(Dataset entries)
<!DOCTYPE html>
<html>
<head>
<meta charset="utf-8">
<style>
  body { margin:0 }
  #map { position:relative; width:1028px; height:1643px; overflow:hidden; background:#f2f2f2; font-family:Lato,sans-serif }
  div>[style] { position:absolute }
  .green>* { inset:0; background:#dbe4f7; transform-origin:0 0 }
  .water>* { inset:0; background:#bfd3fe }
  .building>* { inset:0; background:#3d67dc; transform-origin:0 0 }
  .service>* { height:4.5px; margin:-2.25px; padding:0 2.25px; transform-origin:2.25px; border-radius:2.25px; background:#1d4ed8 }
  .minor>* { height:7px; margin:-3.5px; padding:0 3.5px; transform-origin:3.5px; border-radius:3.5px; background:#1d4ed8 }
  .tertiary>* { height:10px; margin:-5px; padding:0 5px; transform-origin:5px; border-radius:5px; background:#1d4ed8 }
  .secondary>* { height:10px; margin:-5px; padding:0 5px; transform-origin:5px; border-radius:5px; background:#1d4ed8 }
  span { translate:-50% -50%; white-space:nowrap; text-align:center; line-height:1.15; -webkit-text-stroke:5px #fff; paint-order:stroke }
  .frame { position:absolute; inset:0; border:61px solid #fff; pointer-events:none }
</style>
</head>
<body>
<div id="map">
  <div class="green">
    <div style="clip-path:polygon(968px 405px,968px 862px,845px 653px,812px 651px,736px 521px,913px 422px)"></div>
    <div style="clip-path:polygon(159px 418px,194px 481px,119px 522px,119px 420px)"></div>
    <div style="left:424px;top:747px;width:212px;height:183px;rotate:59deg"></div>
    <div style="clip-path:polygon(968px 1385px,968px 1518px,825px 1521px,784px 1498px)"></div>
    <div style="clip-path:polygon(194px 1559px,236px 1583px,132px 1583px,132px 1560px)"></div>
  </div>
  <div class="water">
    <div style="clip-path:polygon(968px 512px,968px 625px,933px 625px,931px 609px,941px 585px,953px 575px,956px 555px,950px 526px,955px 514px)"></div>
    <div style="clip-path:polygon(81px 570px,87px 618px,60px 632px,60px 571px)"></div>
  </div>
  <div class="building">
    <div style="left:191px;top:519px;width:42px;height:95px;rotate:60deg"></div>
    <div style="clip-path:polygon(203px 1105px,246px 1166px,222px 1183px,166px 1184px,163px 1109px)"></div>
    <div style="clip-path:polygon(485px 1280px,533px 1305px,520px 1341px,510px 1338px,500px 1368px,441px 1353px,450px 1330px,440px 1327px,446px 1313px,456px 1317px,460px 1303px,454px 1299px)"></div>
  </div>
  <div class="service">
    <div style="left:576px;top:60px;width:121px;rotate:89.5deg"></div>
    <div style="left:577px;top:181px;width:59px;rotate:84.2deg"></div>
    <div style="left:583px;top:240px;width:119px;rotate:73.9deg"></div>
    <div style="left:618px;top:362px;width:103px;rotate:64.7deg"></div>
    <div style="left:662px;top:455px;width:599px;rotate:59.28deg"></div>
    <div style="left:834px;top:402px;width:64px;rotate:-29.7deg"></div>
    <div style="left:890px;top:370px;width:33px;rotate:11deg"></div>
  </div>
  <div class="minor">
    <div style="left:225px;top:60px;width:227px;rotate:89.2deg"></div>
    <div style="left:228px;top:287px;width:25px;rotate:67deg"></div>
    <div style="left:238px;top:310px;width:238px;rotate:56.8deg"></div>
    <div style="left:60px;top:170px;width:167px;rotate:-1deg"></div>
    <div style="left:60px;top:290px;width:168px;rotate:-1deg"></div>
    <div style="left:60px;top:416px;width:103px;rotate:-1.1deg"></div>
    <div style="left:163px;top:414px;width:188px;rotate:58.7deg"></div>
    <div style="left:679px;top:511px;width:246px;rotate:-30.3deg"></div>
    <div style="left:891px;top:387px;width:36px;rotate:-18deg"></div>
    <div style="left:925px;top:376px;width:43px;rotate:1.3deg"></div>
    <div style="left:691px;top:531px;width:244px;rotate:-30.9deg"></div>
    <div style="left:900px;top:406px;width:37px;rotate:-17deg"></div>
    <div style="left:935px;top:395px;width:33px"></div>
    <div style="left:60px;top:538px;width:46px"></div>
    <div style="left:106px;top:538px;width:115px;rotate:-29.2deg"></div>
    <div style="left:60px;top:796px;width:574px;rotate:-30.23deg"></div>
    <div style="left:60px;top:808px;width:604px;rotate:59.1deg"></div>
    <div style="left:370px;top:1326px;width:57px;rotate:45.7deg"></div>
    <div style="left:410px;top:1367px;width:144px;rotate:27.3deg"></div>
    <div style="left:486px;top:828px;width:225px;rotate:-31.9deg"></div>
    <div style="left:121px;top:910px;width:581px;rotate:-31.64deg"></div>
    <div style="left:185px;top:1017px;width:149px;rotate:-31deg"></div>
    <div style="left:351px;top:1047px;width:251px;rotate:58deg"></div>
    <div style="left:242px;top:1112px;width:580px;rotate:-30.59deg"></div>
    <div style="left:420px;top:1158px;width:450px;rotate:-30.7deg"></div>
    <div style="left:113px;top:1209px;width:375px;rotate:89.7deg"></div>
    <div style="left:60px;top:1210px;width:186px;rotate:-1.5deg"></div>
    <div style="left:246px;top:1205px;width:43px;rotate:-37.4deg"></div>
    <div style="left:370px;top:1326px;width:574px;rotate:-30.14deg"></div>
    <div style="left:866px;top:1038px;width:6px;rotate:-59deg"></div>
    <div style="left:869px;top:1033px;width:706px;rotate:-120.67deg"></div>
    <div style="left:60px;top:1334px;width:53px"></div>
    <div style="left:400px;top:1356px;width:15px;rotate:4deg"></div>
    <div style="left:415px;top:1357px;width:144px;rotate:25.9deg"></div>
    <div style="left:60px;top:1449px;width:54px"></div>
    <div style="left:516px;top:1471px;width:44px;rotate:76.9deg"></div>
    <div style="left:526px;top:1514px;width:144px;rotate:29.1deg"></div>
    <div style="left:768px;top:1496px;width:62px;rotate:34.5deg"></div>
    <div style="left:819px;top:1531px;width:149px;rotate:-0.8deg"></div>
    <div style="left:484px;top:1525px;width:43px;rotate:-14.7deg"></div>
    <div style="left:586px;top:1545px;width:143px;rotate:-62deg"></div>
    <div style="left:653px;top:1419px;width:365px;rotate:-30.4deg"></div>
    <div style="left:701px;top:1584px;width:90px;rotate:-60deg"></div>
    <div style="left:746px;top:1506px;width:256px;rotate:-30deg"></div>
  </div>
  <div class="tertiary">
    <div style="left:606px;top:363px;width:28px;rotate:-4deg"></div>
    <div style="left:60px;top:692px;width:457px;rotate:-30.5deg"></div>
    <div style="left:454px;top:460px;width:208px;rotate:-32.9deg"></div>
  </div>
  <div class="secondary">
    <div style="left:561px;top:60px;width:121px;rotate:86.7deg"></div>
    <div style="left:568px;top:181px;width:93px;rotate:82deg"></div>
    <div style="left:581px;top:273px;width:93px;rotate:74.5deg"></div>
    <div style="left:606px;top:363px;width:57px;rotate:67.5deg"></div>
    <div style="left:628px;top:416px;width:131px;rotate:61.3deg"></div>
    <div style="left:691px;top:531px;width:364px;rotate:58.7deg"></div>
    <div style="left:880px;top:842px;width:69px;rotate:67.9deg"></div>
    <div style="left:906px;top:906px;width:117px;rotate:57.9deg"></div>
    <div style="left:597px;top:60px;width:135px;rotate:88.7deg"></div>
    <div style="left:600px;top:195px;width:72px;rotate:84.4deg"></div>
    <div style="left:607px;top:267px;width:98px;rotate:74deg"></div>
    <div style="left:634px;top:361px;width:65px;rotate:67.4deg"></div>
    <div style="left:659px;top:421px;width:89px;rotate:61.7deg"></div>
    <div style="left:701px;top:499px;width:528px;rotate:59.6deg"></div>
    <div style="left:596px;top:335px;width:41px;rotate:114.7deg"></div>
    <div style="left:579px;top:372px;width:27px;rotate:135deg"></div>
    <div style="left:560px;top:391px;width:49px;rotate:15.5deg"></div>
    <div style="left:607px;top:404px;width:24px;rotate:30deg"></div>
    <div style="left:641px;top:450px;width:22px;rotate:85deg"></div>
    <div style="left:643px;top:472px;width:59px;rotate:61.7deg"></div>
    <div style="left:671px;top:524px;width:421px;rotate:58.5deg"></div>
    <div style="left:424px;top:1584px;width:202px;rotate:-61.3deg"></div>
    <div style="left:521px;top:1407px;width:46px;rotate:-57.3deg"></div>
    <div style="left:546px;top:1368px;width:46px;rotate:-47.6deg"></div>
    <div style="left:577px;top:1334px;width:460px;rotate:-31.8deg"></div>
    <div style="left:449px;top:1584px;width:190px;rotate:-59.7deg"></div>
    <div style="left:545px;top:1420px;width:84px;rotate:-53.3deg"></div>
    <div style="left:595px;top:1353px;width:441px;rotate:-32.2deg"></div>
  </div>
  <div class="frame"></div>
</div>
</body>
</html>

→ **To do**: From the entries above, pull out each line that includes "frame".

→ **Your response**:
  .frame { position:absolute; inset:0; border:61px solid #fff; pointer-events:none }
  <div class="frame"></div>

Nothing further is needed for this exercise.